WHAT YOU NEED TO DO:
What is the number of lines below that hold "feDisplacementMap"? Answer with that number only.

-- Opening Marker --

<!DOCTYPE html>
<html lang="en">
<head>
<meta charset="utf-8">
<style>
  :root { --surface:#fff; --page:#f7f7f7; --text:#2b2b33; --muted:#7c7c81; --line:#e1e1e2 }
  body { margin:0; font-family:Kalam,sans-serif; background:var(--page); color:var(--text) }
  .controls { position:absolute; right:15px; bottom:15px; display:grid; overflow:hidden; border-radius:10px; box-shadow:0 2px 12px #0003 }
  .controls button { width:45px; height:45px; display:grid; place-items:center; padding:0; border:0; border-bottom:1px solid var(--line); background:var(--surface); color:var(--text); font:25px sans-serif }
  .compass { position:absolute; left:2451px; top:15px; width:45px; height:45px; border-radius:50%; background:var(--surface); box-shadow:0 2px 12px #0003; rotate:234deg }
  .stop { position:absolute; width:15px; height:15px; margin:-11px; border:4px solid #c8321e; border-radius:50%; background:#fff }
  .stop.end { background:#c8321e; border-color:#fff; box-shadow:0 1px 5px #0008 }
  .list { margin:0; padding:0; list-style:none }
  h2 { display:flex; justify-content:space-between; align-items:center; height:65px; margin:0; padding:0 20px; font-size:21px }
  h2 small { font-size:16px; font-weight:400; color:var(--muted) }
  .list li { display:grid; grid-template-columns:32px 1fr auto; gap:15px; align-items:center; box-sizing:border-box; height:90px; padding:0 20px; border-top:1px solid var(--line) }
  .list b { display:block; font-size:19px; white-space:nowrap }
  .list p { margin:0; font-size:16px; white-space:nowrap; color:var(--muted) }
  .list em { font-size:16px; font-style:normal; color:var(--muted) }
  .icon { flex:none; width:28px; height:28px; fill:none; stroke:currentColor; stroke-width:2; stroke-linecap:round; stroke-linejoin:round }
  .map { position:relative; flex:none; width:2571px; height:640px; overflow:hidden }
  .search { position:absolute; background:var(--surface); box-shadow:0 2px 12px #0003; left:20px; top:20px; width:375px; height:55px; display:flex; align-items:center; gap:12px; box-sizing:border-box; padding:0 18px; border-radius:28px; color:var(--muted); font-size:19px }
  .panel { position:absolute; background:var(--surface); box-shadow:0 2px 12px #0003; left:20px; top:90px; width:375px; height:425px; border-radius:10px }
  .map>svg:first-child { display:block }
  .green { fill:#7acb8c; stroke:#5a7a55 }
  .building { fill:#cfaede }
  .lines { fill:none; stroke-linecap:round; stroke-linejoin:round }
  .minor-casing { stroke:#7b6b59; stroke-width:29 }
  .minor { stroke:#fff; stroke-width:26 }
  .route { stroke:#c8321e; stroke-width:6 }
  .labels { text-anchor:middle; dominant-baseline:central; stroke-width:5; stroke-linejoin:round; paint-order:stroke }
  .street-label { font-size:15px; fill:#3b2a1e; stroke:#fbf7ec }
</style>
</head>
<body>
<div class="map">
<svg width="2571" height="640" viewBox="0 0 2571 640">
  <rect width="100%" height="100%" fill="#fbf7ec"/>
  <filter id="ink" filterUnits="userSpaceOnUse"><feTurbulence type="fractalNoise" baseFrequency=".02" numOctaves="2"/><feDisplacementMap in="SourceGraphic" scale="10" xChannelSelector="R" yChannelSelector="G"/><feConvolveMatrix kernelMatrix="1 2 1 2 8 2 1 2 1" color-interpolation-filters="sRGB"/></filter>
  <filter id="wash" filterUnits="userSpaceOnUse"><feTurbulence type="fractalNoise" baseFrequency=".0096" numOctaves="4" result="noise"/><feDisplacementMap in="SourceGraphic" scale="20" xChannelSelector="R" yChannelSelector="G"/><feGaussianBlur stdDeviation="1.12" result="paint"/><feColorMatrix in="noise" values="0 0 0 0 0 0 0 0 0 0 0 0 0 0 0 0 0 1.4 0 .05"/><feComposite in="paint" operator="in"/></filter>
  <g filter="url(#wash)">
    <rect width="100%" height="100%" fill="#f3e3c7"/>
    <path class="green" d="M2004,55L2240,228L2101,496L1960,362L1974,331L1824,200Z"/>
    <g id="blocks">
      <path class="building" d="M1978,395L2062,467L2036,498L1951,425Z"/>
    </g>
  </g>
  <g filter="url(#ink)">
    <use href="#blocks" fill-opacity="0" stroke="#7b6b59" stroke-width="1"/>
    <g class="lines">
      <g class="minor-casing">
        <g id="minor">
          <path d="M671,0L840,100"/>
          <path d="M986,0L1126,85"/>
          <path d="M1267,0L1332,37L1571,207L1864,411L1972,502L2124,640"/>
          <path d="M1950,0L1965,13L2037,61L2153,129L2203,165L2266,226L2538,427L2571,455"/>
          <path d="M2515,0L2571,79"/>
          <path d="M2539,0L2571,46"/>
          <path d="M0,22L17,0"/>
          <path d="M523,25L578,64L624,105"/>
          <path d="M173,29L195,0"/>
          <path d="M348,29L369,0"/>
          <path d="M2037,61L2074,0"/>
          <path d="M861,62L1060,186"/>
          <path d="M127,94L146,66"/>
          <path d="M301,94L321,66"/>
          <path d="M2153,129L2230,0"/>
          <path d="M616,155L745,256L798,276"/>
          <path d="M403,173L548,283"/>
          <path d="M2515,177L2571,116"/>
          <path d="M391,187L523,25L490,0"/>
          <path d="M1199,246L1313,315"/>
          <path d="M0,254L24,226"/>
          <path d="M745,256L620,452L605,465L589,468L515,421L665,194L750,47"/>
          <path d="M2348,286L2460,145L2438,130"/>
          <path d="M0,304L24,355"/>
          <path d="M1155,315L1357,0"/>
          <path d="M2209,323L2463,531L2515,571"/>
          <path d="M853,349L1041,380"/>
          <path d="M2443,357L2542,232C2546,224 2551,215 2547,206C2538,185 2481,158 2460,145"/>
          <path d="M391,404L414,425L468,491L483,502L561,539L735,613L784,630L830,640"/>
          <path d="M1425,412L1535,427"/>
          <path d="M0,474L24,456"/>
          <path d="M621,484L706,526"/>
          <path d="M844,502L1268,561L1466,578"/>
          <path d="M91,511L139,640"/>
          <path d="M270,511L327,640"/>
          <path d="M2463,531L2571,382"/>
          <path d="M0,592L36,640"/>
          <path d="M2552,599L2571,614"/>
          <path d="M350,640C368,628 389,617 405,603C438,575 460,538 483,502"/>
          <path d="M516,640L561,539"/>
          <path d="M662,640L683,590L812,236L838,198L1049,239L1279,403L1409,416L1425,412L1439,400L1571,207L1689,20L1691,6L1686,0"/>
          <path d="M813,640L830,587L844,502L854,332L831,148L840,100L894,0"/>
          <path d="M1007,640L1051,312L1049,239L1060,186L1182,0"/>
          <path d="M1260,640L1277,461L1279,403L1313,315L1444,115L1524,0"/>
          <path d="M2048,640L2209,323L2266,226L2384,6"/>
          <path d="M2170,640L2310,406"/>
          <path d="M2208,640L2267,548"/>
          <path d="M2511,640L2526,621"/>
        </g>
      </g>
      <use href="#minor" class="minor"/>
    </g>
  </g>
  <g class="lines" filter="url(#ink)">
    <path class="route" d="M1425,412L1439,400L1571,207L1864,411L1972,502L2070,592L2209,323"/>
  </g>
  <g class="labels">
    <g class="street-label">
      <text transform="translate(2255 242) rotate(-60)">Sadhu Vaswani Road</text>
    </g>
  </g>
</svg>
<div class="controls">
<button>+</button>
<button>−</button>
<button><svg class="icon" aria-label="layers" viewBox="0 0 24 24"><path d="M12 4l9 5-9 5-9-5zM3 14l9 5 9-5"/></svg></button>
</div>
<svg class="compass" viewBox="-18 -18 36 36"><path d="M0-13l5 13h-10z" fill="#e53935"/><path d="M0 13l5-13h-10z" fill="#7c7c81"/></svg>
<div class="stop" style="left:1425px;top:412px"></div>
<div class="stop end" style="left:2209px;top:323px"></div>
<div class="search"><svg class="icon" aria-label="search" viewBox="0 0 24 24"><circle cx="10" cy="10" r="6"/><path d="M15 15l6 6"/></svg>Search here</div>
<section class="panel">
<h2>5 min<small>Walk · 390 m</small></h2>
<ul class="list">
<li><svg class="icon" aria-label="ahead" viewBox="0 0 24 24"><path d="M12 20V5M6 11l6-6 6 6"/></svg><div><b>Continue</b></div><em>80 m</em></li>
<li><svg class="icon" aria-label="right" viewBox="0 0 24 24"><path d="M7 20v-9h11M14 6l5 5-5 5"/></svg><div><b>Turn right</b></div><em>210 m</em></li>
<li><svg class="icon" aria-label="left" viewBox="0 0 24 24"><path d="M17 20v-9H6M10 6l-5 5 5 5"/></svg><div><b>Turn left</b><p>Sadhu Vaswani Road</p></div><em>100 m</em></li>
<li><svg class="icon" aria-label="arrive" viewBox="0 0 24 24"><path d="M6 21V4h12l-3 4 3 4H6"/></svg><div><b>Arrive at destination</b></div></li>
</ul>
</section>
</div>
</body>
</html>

-- Closing Marker --

ANSWER BELOW:
2